[<prev] [next>] [<thread-prev] [thread-next>] [day] [month] [year] [list]
Message-ID: <87frcmxlnl.fsf@AUSNATLYNCH.amd.com>
Date: Tue, 16 Sep 2025 14:06:06 -0500
From: Nathan Lynch <nathan.lynch@....com>
To: Jonathan Cameron <jonathan.cameron@...wei.com>
CC: Vinod Koul <vkoul@...nel.org>, Wei Huang <wei.huang2@....com>, "Mario
Limonciello" <mario.limonciello@....com>, Bjorn Helgaas
<bhelgaas@...gle.com>, <linux-pci@...r.kernel.org>,
<linux-kernel@...r.kernel.org>, <dmaengine@...r.kernel.org>, Kees Cook
<kees@...nel.org>
Subject: Re: [PATCH RFC 03/13] dmaengine: sdxi: Add descriptor encoding and
unit tests
Jonathan Cameron <jonathan.cameron@...wei.com> writes:
> On Mon, 15 Sep 2025 14:30:23 -0500
> Nathan Lynch <nathan.lynch@....com> wrote:
>
> +CC Kees given I refer to a prior discussion Kees helped out with
> and this is a different related case.
>
>> Jonathan Cameron <jonathan.cameron@...wei.com> writes:
>> > On Fri, 05 Sep 2025 13:48:26 -0500
>> > Nathan Lynch via B4 Relay <devnull+nathan.lynch.amd.com@...nel.org> wrote:
>> >> +++ b/drivers/dma/sdxi/descriptor.c
>> >
>> >> +enum {
>> >> + SDXI_PACKING_QUIRKS = QUIRK_LITTLE_ENDIAN | QUIRK_LSW32_IS_FIRST,
>> >> +};
>> >> +
>> >> +#define sdxi_desc_field(_high, _low, _member) \
>> >> + PACKED_FIELD(_high, _low, struct sdxi_desc_unpacked, _member)
>> >> +#define sdxi_desc_flag(_bit, _member) \
>> >> + sdxi_desc_field(_bit, _bit, _member)
>> >> +
>> >> +static const struct packed_field_u16 common_descriptor_fields[] = {
>> >> + sdxi_desc_flag(0, vl),
>> >> + sdxi_desc_flag(1, se),
>> >> + sdxi_desc_flag(2, fe),
>> >> + sdxi_desc_flag(3, ch),
>> >> + sdxi_desc_flag(4, csr),
>> >> + sdxi_desc_flag(5, rb),
>> >> + sdxi_desc_field(15, 8, subtype),
>> >> + sdxi_desc_field(26, 16, type),
>> >> + sdxi_desc_flag(448, np),
>> >> + sdxi_desc_field(511, 453, csb_ptr),
>> >
>> > I'm not immediately seeing the advantage of dealing with unpacking in here
>> > when patch 2 introduced a bunch of field defines that can be used directly
>> > in the tests.
>>
>> My idea is to use the bitfield macros (GENMASK etc) for the real code
>> that encodes descriptors while using the packing API in the tests for
>> those functions.
>>
>> By limiting what's shared between the real code and the tests I get more
>> confidence in both. If both the driver code and the tests rely on the
>> bitfield macros, and then upon adding a new descriptor field I
>> mistranslate the bit numbering from the spec, that error is more likely
>> to propagate to the tests undetected than if the test code relies on a
>> separate mechanism for decoding descriptors.
>
> That's a fair reason. Perhaps add a comment just above the first
> instance of this or top of file to express that?

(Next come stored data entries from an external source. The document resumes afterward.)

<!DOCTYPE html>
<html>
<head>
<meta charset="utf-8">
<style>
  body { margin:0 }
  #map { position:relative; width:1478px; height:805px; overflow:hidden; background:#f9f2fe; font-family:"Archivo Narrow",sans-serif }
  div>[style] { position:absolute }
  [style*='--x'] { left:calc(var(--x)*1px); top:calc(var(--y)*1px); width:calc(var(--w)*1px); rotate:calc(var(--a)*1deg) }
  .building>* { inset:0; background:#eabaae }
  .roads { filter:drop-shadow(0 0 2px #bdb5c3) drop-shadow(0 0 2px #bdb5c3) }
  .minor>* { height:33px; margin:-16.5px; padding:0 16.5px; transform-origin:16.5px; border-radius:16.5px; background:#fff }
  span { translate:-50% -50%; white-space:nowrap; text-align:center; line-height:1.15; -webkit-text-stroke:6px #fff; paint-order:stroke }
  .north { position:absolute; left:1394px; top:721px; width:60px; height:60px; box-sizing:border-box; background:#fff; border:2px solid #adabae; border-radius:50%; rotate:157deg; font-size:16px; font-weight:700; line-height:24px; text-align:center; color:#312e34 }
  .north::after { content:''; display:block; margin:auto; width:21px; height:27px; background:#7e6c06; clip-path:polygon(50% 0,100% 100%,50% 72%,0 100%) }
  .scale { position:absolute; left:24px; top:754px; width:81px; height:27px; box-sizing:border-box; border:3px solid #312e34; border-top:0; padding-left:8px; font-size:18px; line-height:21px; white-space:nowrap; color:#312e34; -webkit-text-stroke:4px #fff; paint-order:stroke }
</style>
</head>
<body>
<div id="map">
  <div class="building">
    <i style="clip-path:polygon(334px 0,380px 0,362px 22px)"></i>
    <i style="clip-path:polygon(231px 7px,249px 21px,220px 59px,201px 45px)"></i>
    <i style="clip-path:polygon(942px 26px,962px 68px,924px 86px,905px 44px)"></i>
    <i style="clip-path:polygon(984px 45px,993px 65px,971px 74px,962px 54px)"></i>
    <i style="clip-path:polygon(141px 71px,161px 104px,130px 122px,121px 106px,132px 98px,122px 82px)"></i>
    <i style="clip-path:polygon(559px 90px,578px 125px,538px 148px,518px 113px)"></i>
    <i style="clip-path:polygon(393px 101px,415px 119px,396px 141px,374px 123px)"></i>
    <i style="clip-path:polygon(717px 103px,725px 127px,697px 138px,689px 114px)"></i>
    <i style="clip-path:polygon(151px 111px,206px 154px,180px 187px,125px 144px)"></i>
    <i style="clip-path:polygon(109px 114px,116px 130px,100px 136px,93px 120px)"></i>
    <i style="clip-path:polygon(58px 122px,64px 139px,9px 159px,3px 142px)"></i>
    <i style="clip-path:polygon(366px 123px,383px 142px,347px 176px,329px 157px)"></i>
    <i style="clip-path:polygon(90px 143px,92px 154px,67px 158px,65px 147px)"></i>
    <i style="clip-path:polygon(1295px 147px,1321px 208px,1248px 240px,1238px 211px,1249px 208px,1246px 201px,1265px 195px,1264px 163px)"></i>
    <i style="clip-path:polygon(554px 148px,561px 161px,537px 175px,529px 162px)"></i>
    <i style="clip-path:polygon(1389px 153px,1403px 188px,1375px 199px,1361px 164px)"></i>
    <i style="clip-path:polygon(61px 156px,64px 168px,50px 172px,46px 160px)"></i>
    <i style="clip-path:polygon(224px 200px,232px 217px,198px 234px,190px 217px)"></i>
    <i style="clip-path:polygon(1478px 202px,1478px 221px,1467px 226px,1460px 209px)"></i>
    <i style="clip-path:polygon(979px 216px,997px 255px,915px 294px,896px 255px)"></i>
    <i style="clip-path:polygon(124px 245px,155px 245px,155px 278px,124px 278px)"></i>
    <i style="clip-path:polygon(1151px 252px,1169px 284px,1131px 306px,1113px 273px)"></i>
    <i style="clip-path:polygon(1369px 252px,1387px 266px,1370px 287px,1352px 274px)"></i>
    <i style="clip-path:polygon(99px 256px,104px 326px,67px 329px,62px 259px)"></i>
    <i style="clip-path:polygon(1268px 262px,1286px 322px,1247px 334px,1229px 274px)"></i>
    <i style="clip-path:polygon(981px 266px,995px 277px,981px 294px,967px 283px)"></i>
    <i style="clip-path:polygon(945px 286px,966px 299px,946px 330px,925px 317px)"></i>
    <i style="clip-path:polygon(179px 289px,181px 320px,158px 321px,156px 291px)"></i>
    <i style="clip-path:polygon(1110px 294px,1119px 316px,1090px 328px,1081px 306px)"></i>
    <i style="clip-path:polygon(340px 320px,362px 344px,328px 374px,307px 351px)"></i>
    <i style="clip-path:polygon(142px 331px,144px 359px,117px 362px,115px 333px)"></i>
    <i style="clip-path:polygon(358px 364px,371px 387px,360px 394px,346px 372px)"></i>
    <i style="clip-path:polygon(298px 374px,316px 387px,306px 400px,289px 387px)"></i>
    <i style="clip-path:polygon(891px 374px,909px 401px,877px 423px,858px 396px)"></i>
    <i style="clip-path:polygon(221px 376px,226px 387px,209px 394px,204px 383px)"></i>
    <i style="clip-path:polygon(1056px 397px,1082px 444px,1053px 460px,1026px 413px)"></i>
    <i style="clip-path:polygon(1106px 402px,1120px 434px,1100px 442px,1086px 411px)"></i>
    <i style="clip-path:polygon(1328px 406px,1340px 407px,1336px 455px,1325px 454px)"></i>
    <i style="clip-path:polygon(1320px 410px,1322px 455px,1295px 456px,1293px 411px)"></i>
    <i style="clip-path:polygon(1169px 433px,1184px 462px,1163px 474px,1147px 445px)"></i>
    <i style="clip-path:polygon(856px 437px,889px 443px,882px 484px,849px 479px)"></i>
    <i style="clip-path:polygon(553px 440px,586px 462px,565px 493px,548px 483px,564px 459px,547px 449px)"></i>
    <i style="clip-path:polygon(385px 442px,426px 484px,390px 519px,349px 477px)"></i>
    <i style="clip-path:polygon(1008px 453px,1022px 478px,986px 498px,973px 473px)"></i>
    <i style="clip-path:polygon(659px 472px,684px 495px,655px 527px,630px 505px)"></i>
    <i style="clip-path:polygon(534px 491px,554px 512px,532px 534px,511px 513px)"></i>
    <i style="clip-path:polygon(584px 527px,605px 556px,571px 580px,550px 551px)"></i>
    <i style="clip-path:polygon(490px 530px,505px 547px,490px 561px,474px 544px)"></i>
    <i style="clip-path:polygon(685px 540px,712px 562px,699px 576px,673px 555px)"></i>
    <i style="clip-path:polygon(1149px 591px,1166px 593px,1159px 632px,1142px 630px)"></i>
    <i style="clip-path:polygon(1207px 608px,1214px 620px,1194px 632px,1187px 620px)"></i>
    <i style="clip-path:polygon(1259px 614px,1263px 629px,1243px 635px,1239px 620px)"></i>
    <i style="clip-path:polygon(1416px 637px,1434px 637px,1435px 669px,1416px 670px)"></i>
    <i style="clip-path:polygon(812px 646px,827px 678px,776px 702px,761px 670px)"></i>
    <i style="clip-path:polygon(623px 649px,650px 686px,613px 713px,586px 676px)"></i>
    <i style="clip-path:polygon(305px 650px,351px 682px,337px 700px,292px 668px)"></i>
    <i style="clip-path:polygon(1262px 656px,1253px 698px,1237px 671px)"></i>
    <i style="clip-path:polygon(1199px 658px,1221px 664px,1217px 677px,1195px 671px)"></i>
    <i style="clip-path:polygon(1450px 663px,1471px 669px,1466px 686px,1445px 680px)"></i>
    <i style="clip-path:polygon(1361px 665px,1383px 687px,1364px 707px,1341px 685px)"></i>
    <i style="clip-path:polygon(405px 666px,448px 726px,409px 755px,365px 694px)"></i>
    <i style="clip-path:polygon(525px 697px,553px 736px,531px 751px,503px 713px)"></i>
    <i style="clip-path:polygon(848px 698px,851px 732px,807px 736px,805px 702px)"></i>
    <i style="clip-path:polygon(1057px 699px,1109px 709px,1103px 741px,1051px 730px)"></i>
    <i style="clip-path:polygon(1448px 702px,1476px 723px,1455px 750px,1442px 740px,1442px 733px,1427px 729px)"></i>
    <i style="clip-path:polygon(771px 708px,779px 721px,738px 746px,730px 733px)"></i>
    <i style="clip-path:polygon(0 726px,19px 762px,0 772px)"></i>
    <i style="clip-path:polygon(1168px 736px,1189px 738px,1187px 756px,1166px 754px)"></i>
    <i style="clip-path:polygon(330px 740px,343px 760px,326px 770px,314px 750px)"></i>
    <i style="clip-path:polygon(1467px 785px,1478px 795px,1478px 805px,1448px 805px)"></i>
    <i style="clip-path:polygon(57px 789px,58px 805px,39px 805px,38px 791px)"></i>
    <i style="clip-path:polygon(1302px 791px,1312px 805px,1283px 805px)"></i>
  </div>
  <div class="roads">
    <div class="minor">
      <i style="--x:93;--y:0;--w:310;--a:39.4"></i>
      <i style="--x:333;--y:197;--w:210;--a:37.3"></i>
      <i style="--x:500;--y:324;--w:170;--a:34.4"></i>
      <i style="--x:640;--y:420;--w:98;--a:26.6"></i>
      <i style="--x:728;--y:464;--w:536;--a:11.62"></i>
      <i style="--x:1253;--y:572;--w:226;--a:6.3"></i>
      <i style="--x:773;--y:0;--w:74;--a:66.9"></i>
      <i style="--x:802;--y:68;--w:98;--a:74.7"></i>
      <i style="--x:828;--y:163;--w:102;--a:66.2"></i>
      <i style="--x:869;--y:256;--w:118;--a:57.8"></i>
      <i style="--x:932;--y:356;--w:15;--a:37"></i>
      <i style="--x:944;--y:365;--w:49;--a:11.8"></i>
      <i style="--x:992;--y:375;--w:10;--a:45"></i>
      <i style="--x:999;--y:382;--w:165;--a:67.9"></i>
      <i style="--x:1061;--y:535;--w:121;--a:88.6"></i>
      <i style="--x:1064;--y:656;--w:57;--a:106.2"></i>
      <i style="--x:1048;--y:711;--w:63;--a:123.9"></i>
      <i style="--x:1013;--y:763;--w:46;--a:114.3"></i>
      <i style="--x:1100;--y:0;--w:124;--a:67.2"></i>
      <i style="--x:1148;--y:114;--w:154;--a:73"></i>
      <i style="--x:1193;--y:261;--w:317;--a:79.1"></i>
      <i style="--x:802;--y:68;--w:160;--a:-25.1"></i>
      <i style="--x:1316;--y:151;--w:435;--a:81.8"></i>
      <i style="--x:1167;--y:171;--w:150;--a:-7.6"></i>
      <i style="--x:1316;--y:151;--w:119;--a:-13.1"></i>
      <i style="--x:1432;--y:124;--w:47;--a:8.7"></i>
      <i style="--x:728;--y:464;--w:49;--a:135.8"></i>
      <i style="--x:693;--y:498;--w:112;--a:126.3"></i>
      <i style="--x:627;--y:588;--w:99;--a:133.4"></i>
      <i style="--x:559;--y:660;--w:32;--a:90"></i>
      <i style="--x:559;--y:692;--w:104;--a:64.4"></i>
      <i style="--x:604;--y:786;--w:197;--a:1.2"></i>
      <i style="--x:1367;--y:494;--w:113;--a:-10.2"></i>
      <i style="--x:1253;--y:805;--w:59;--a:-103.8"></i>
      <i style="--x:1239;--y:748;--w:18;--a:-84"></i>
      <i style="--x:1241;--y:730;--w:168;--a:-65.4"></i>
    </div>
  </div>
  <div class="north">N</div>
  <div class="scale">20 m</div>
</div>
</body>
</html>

OK. Looks like sdxi_desc_unpack() and the related field description
structure could be moved to the test code too.
>> I find the packing API quite convenient to use for the SDXI descriptor
>> tests since the spec defines the fields in terms of bit offsets that can
>> be directly copied to a packed_field_ array.
>>
>>
>> >> +};
>
>> >> + u64 csb_ptr;
>> >> + u32 opcode;
>> >> +
>> >> + opcode = (FIELD_PREP(SDXI_DSC_VL, 1) |
>> >> + FIELD_PREP(SDXI_DSC_FE, 1) |
>> >> + FIELD_PREP(SDXI_DSC_SUBTYPE, SDXI_DSC_OP_SUBTYPE_CXT_STOP) |
>> >> + FIELD_PREP(SDXI_DSC_TYPE, SDXI_DSC_OP_TYPE_ADMIN));
>> >> +
>> >> + cxt_start = params->range.cxt_start;
>> >> + cxt_end = params->range.cxt_end;
>> >> +
>> >> + csb_ptr = FIELD_PREP(SDXI_DSC_NP, 1);
>> >> +
>> >> + desc_clear(desc);
>> >
>> > Not particularly important, but I'd be tempted to combine these with
>> >
>> > *desc = (struct sdxi_desc) {
>> > .ctx_stop = {
>> > .opcode = cpu_to_le32(opcode),
>> > .cxt_start = cpu_to_le16(cxt_start),
>> > .cxt_end = cpu_to_le16(cxt_end),
>> > .csb_ptr = cpu_to_le64(csb_ptr),
>> > },
>> > };
>> >
>> > To me that more clearly shows what is set and that the
>> > rest is zeroed.
>>
>> Maybe I prefer your version too. Just mentioning in case it's not clear:
>> cxt_stop is a union member with the same size as the enclosing struct
>> sdxi_desc. Each member of struct sdxi_desc's interior anonymous union is
>> intended to completely overlay the entire object.
>>
>> The reason for the preceding desc_clear() is that the designated
>> initializer construct does not necessarily zero padding bytes in the
>> object. Now, there *shouldn't* be any padding bytes in SDXI descriptors
>> as I've defined them, so I'm hoping the redundant stores are discarded
>> in the generated code. But I haven't checked this.
>
> So, this one is 'fun' (and I can hopefully find the references)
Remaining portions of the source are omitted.